Much has been written this past week about Facebook COO Sheryl Sandberg’s forthcoming book “Lean In: Women, Work and the Will to Lead.” Much of what I have read has been negative. I don’t know if that’s because Sandberg is a wealthy executive, or if it’s simply because any conversation about motherhood and work can’t possibly be absent of judgement. Either way, I do plan to listen to her book when it becomes available on March 11.

Like what she has to say or not, the media are fully a buzz. I’ve thought a lot about the subject of women and work this week, and in my head I’ve been writing a blog post that’s thoughtful, coherent and ties together some major themes and arguments. Instead, I’m sitting here with about 10 minutes to write before I have to get dinner on the table, work on my take-home mid term exam, and get the kids ready to return to school tomorrow.

I couldn’t help think of Sheryl Sandberg when I sat down to record this week’s podcast with my guest Manasi. A dermatologist who is in the midst of opening her own practice, Manasi is committed to her profession, despite having a child with special needs at home. Pregnant with #3, she loves her sons, obviously, but she also loves being a physician. In this week’s podcast she speaks of the challenges she’s had along the way, and of her struggle to find a support network of peers.

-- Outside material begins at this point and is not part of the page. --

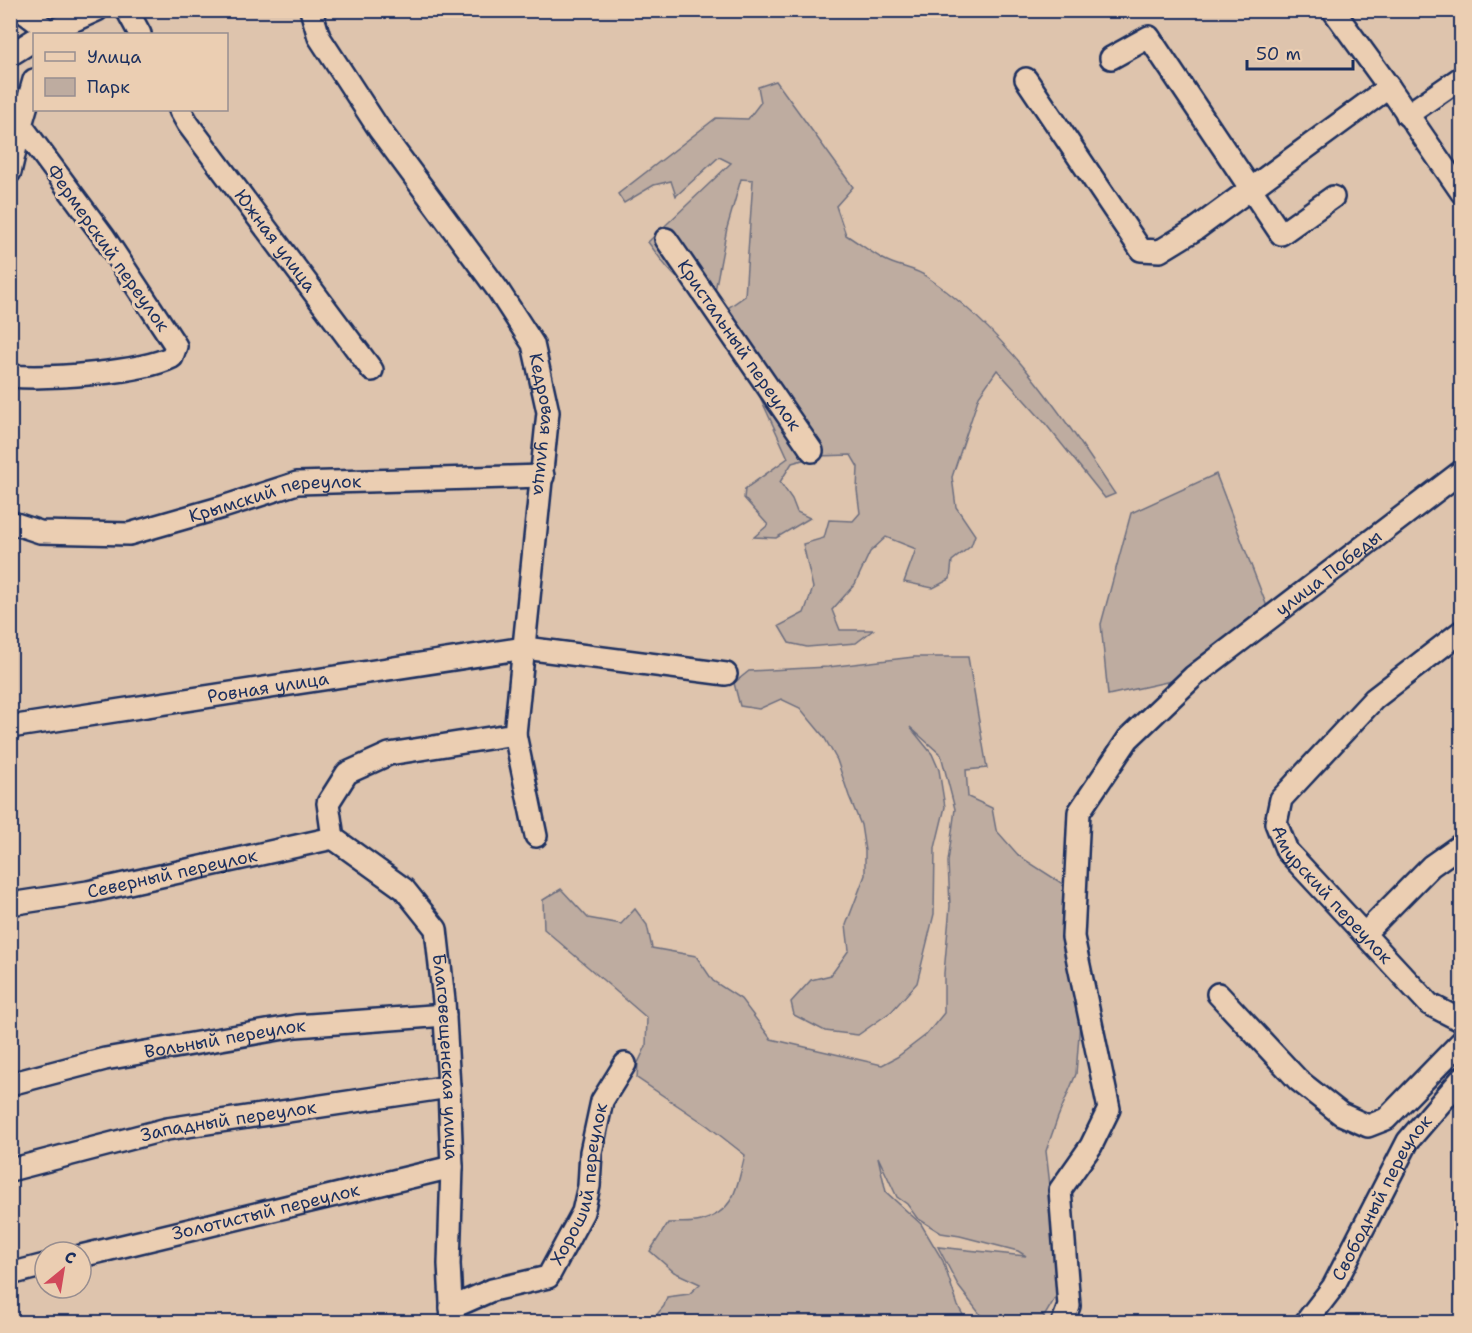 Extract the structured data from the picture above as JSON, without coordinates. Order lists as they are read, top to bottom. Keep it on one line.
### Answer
{"streets":{"street":["Южная улица","Фермерский переулок","Кристальный переулок","Кедровая улица","Крымский переулок","улица Победы","Ровная улица","Северный переулок","Амурский переулок","Вольный переулок","Благовещенская улица","Западный переулок","Хороший переулок","Свободный переулок","Золотистый переулок"]},"crossings":[["Кедровая улица","Крымский переулок"],["Кедровая улица","Ровная улица"],["Северный переулок","Благовещенская улица"],["Вольный переулок","Благовещенская улица"],["Благовещенская улица","Западный переулок"],["Благовещенская улица","Хороший переулок"],["Благовещенская улица","Золотистый переулок"]],"legend":["Улица","Парк"],"scale_bar":"50 m","north":"top right"}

While chatting with Manasi, I was reminded of another time, early in our podcast years, when we were following a working mom who was seeing a life coach. Jessica had two young girls at home at the time and she spoke of how she was always careening into the parking lot at school, her hair wet, makeup half done, bagel on her lap. After pushing her kids out of the car with their backpacks, always a few minutes late, Jessica would look at other moms in the drop off line and think “What do they know that I don’t? How do other working moms always have their act together while I’m barely making it?”

Sound familiar? The truth is those other moms were probably more like Jessica than she realized.

If there’s one thing I’ve learned since we launched Manic Mommies, it’s that working moms need to find their flock. Many of you came to our podcast because you felt isolated and alone. At work and at home you tried to find people like you, who shared the same struggles. Maybe you questioned your choices. Or lack thereof. This is the very reason Kristin and I started this podcast seven (!) years ago.

So while Sheryl Sandberg may write of how to advance at work, and how the right partner at home can make all the difference, I’d argue that what working moms might need most is a support network of peers: Women who understand the challenges, who don’t judge, and who, despite their crazy busy schedules, find time to let you know you are a both a good mom and a good employee, boss, or coworker.

Here in Rochester I recently re-joined a group called Moms in Motion. While most of the members are major runners, triathletes and the like, some of us are content to meet every week to walk together. While I don’t yet feel like a solid member of the group, something happened at yesterday’s practice that made me realize just how much these women are there for each other.

As we were heading out on our walks and runs together, one of the moms lost a diamond earring in the parking lot. Within seconds, every single woman was looking down at the snow-covered pavement. Much like seagulls at the beach scouring for a potato chip or french fry, they were relentless in their pursuit of the earring. No one dared to head out until that earring was found.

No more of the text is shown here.